Terzo episodio della serie di successo "The Call" inaugurata dal regista Takashi Miike nel 2004.
La trama non si discosta molto dagli episodi precedenti: alcuni ragazzi ricevono dei messaggi di morte sul telefonino con una foto e la scritta "se inoltri il messaggio ad un altra persona, sarai salvo", se il messaggio non viene ri-spedito sarà colui che l'ha inizialmente ricevuto a morire.

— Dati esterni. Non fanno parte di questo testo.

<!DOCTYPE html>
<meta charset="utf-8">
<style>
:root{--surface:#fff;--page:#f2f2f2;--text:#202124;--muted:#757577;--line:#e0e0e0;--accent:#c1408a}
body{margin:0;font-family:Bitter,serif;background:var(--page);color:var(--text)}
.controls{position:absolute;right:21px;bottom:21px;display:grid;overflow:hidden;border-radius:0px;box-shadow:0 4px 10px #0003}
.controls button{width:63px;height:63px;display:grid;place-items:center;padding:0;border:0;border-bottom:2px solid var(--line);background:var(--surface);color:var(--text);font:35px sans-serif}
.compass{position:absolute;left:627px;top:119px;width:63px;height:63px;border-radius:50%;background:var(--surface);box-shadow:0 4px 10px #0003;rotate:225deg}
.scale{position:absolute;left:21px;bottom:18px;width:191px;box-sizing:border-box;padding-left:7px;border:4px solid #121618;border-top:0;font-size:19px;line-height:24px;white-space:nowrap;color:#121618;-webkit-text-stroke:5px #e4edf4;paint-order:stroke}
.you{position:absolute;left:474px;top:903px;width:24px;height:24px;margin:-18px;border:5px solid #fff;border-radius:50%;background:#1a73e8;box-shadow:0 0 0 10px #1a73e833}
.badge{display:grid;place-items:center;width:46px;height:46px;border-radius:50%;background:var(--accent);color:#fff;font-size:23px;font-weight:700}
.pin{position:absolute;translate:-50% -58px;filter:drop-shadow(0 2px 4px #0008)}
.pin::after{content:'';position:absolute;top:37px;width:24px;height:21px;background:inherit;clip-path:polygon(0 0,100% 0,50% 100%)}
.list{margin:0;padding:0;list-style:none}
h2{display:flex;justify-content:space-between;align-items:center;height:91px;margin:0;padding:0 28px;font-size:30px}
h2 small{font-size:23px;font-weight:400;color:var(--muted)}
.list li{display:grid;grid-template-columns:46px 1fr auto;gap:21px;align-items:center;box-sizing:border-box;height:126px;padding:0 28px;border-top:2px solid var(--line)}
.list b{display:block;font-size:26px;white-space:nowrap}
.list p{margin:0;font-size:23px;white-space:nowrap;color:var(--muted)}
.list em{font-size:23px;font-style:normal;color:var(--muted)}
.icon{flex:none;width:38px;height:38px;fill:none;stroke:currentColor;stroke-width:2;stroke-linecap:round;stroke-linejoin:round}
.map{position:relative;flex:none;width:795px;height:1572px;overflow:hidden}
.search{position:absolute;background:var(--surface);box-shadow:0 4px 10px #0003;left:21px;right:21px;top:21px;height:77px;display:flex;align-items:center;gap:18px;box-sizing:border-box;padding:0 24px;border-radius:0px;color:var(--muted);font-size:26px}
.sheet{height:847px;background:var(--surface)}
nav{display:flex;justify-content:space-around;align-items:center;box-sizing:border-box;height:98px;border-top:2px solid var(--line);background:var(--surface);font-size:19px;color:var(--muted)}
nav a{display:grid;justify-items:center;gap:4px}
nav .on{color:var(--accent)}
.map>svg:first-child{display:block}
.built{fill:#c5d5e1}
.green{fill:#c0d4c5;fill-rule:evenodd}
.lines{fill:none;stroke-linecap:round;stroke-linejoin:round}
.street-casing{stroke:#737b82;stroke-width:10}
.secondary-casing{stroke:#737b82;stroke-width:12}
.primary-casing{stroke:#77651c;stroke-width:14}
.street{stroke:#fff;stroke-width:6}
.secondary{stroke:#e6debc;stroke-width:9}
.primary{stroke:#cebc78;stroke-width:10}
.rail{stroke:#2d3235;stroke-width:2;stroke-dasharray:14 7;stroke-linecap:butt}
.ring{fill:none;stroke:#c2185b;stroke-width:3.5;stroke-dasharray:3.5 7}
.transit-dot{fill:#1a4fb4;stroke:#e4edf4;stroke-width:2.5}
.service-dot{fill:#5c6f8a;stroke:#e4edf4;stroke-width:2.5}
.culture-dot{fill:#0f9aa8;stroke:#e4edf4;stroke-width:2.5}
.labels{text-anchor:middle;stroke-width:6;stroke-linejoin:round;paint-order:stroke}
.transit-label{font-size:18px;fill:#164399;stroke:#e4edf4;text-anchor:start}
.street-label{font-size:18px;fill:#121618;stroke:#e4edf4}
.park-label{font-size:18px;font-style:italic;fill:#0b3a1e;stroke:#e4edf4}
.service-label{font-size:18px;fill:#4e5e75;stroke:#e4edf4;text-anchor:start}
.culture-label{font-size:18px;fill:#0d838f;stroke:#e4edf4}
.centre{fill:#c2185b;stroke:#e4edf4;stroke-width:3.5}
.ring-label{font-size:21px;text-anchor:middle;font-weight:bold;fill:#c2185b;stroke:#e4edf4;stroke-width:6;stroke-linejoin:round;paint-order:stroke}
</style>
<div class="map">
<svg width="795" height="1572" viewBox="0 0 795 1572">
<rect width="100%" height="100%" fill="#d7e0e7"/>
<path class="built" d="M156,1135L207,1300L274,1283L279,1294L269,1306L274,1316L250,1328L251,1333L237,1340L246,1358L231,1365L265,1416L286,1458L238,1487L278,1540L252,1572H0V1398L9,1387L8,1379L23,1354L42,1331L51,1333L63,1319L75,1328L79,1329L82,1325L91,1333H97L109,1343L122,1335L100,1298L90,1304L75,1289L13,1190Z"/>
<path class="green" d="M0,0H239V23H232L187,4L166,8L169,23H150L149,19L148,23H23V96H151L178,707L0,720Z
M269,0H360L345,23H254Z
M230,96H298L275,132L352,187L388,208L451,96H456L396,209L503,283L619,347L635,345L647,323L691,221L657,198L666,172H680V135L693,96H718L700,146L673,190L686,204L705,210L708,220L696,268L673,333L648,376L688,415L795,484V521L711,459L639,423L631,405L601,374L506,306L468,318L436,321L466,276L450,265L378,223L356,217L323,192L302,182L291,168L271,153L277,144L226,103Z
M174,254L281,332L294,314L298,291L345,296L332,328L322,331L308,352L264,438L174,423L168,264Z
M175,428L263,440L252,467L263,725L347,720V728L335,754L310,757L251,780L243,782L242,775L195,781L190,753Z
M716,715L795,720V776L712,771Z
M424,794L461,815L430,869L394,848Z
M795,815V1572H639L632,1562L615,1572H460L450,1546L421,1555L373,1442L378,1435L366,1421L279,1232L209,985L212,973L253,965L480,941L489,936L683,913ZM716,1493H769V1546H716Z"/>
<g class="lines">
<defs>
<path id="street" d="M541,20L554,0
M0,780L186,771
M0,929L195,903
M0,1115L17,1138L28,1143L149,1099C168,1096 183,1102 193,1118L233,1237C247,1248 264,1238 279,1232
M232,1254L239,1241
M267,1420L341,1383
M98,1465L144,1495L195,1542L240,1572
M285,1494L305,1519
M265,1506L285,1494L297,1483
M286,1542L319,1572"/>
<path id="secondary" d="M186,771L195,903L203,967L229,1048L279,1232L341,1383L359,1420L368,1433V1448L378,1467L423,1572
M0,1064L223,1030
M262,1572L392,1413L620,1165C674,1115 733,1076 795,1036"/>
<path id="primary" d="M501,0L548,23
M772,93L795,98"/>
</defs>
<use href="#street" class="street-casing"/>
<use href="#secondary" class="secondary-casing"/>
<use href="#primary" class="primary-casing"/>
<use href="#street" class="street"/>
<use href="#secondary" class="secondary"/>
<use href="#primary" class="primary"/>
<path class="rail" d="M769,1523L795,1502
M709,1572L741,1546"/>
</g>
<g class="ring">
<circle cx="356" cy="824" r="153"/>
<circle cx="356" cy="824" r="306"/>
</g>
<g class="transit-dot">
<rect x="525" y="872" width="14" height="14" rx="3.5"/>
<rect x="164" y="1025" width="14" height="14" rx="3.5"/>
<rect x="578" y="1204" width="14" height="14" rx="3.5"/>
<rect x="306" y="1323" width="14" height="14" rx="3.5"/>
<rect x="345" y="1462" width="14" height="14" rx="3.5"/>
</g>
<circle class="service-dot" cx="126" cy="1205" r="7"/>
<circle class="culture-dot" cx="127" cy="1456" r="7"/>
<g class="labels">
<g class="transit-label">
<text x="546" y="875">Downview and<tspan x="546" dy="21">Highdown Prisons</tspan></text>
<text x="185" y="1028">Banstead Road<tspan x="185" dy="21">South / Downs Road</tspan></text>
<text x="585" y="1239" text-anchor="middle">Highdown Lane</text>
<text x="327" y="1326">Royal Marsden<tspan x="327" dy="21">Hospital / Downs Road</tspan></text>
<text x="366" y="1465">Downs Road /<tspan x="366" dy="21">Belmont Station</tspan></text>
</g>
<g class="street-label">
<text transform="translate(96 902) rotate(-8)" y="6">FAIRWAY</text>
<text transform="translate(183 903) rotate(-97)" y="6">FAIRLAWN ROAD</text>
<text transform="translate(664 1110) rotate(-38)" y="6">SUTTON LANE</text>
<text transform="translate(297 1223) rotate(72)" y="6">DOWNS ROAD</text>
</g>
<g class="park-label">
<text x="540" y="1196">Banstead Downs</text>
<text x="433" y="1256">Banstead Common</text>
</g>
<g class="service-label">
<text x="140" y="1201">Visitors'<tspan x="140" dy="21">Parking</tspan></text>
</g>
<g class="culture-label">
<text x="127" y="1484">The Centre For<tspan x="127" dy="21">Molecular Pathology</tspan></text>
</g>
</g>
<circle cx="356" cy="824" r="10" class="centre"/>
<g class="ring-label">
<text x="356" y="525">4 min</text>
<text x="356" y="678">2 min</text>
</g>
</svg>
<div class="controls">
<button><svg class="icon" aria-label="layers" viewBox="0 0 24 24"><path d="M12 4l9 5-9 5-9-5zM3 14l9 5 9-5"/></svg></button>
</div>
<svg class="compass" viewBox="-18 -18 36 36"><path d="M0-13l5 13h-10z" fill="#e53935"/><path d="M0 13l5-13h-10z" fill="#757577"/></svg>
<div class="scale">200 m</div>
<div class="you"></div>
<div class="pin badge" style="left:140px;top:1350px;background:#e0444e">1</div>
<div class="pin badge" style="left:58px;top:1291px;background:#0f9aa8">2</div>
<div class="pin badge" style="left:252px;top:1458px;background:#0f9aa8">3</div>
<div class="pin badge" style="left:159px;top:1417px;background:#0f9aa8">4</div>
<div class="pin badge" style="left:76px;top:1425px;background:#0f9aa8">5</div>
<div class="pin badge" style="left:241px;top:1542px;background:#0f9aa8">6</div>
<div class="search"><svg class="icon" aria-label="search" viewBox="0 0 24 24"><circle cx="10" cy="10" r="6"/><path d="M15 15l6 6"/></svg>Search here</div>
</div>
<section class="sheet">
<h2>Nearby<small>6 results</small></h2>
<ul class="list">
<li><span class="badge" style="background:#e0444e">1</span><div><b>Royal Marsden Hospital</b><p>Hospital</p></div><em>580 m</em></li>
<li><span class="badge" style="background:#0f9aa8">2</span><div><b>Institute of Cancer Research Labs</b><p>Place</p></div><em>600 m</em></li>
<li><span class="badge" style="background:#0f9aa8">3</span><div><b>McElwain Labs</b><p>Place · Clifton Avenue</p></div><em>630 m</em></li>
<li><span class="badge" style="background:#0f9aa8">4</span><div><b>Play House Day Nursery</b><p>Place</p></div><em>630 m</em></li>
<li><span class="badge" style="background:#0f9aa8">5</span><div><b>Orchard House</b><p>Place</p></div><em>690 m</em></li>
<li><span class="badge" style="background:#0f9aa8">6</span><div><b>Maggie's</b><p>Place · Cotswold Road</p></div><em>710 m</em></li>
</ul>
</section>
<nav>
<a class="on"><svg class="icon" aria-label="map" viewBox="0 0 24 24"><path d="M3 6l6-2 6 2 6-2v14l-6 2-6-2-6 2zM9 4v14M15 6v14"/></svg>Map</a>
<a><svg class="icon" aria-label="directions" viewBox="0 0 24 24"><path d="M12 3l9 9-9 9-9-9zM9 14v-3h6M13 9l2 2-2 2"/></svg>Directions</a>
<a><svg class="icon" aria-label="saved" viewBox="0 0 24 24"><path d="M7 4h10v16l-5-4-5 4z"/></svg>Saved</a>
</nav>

Emiri (Meisa Kuroki) ed i suoi compagni di classe sono in gita scolastica in Corea del sud quando
i messaggi maledetti cominciano ad arrivare, e gli studenti a morire. Alcuni si salvano inoltrando il messaggio ad altri compagni, ma qualcosa ad un certo punto va storto.
Il film vorrebbe mescolare l'elemento horror tecnologico (quanti videoregistratori e cellulari nel J-Horror! A quando il microonde assassino?!) ad una tematica alla "Battle Royale" (uccidi per non essere ucciso).
Il risultato? Tutto è scontato in modo imbarazzante: non parliamo poi di suspense, spavento o atmosfera di terrore! La recitazione raggiunge a fatica la sufficienza e fa buona coppia con una regia appena sopportabile, che si adagia su tutti i cliché del genere.
Non è un B-movie solo perché è una grossa produzione (e lo si può apprezzare nell'ottimo confezionamento "fotografico": luci, location e, appunto, fotografia).
In conclusione un film mal riuscito, sia sotto l'aspetto horror che sotto quello narrativo.
Sconsigliabile, con la sola eccezione (forse) dei fan sfegatati della Horikita o della Kuroki. Ma, in questo caso, non sarebbe meglio sfogliare un photobook?